On Fri, 7 Aug 2020, Richard Biener wrote:

On Fri, Aug 7, 2020 at 10:33 AM Marc Glisse <marc.gli...@inria.fr> wrote:

On Fri, 7 Aug 2020, Richard Biener wrote:

On Thu, Aug 6, 2020 at 8:07 PM Marc Glisse <marc.gli...@inria.fr> wrote:

On Thu, 6 Aug 2020, Christophe Lyon wrote:

Was I on the right track configuring with
--target=arm-none-linux-gnueabihf --with-cpu=cortex-a9
--with-fpu=neon-fp16
then compiling without any special option?

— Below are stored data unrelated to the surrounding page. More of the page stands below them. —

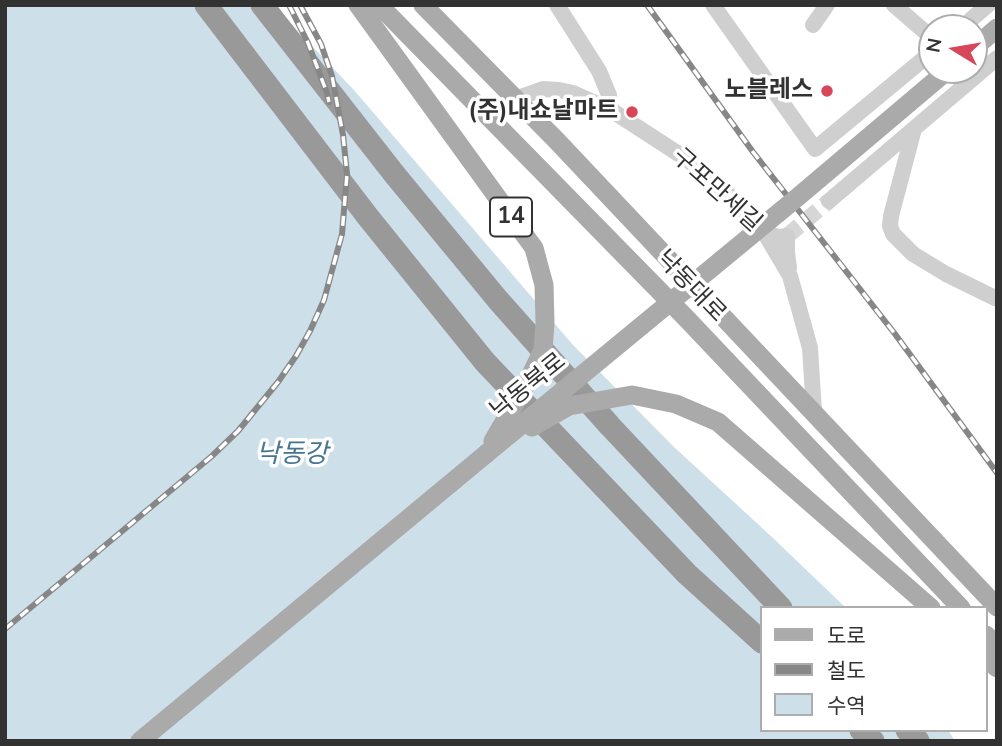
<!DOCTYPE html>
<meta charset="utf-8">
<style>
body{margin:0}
#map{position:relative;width:1002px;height:746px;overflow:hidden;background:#fff;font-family:"Nunito Sans","Noto Sans KR",sans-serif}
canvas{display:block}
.frame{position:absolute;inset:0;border:7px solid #323232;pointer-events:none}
.legend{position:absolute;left:760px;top:606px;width:228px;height:126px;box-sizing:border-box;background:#fff;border:2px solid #adadad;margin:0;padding:9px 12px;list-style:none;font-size:21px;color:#323232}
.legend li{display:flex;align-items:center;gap:14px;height:35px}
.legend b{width:35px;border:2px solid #adadad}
.north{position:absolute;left:918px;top:14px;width:70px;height:70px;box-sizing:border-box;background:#fff;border:2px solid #adadad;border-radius:50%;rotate:281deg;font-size:19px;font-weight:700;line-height:28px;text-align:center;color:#323232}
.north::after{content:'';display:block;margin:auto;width:24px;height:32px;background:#d74659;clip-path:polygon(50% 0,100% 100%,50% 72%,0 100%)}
</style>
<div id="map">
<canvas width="1002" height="746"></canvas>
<div class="frame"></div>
<ul class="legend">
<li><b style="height:9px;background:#aaa"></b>도로</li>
<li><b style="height:9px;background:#878787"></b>철도</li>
<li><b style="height:19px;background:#cde0e9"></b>수역</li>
</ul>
<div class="north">N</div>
</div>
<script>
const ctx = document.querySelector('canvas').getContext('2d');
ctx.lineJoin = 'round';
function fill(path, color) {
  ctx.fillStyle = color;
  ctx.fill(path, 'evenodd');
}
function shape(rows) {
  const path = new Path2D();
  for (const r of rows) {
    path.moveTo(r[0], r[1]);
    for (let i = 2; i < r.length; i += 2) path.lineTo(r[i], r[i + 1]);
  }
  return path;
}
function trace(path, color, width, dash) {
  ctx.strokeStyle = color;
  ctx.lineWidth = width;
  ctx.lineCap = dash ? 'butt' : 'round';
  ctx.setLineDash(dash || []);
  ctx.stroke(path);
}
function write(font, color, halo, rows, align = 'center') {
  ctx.font = font + ' "Nunito Sans","Noto Sans KR",sans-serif';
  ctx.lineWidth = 7;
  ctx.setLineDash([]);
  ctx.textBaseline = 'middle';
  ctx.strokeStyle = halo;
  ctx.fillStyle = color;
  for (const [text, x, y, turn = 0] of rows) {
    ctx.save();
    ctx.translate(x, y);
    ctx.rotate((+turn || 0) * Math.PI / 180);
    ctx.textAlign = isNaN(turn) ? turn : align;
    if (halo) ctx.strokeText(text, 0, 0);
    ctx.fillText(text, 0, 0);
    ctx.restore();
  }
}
const water = shape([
 [5,5,273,5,353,89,573,345,674,447,772,537,846,608,762,608,762,730,948,730,955,741,5,741]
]);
const minorTunnel = shape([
 [787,236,829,201]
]);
const minor = shape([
 [557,5,599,71,609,95,611,110],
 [713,5,815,149,932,52],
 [894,5,932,38],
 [813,25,827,5],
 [961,28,988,5],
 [515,99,543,89,559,90,573,93,611,110,688,160,728,194,764,232,790,276,810,348,814,412],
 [914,129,891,216,890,226,893,234,913,254,946,274,995,298,997,297],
 [829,201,997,58],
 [764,232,778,237,787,236,787,252,789,268]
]);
const major = shape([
 [379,5,686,318,961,608],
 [423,5,557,141,997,607],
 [974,48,997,28],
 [986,635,997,646],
 [986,658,997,668],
 [140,741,486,454]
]);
const highway = shape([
 [206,5,368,217,485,362,687,574,762,642],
 [262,5,395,175,498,300,610,426,781,608],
 [861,730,873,741],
 [907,730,918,741]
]);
const rail = shape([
 [289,5,308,43,327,93,329,102],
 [647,5,753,152,895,334,997,473],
 [5,629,212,456,238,431,278,382,296,356,310,331,324,300,342,234,347,174,343,135,332,76,321,44,300,5]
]);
const majorBridge = shape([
 [358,5,534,248,544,285,545,323,543,350,528,381,493,441],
 [532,427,569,406,632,395,676,404,718,422,931,608],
 [486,454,799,196,948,70]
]);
const markers = [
 [827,91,7,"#d74659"],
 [632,112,7,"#d74659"]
];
const shields = [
 [511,217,42]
];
const shieldNames = [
 ["14",511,217]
];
const poiNames = [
 ["노블레스",813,91],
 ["(주)내쇼날마트",618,112]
];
const streetNames = [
 ["구포만세길",716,191,42],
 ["낙동대로",690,287,46],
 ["낙동북로",529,387,-39]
];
const waterNames = [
 ["낙동강",292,456]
];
fill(water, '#cde0e9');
trace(minorTunnel, '#d6d6d6', 16, [16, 8]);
trace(minor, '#cfcfcf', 16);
trace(major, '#aaa', 19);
trace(highway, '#999', 23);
trace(rail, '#878787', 6);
trace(rail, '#fff', 3.5, [10]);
trace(majorBridge, '#aaa', 19);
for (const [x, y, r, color] of markers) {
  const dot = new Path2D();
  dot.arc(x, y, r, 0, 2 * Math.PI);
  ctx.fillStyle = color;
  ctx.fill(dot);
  trace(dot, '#fff', 2.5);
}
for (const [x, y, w] of shields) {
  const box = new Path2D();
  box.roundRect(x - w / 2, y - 19.5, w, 39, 5);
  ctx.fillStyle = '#fff';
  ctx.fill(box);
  trace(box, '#323232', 2);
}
write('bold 23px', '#323232', null, shieldNames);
write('bold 24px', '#323232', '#fff', poiNames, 'right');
write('24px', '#323232', '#fff', streetNames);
write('italic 26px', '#46768e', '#fff', waterNames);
</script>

Maybe you also need --with-float=hard, I don't remember if it's
implied by the 'hf' target suffix

Thanks! That's what I was missing to reproduce the issue. Now I can
reproduce it with just

typedef unsigned int vec __attribute__((vector_size(16)));
typedef int vi __attribute__((vector_size(16)));
vi f(vec a,vec b){
     return a==5 | b==7;
}

with -fdisable-tree-forwprop1 -fdisable-tree-forwprop2 -fdisable-tree-forwprop3 
-O1

   _1 = a_5(D) == { 5, 5, 5, 5 };
   _3 = b_6(D) == { 7, 7, 7, 7 };
   _9 = _1 | _3;
   _7 = .VCOND (_9, { 0, 0, 0, 0 }, { -1, -1, -1, -1 }, { 0, 0, 0, 0 }, 107);

we fail to expand the equality comparison (expand_vec_cmp_expr_p returns
false), while with -fdisable-tree-forwprop4 we do manage to expand

   _2 = .VCONDU (a_5(D), { 5, 5, 5, 5 }, { -1, -1, -1, -1 }, { 0, 0, 0, 0 }, 
112);

It doesn't make much sense to me that we can expand the more complicated
form and not the simpler form of the same operation (both compare a to 5
and produce a vector of -1 or 0 of the same size), especially when the
target has an instruction (vceq) that does just what we want.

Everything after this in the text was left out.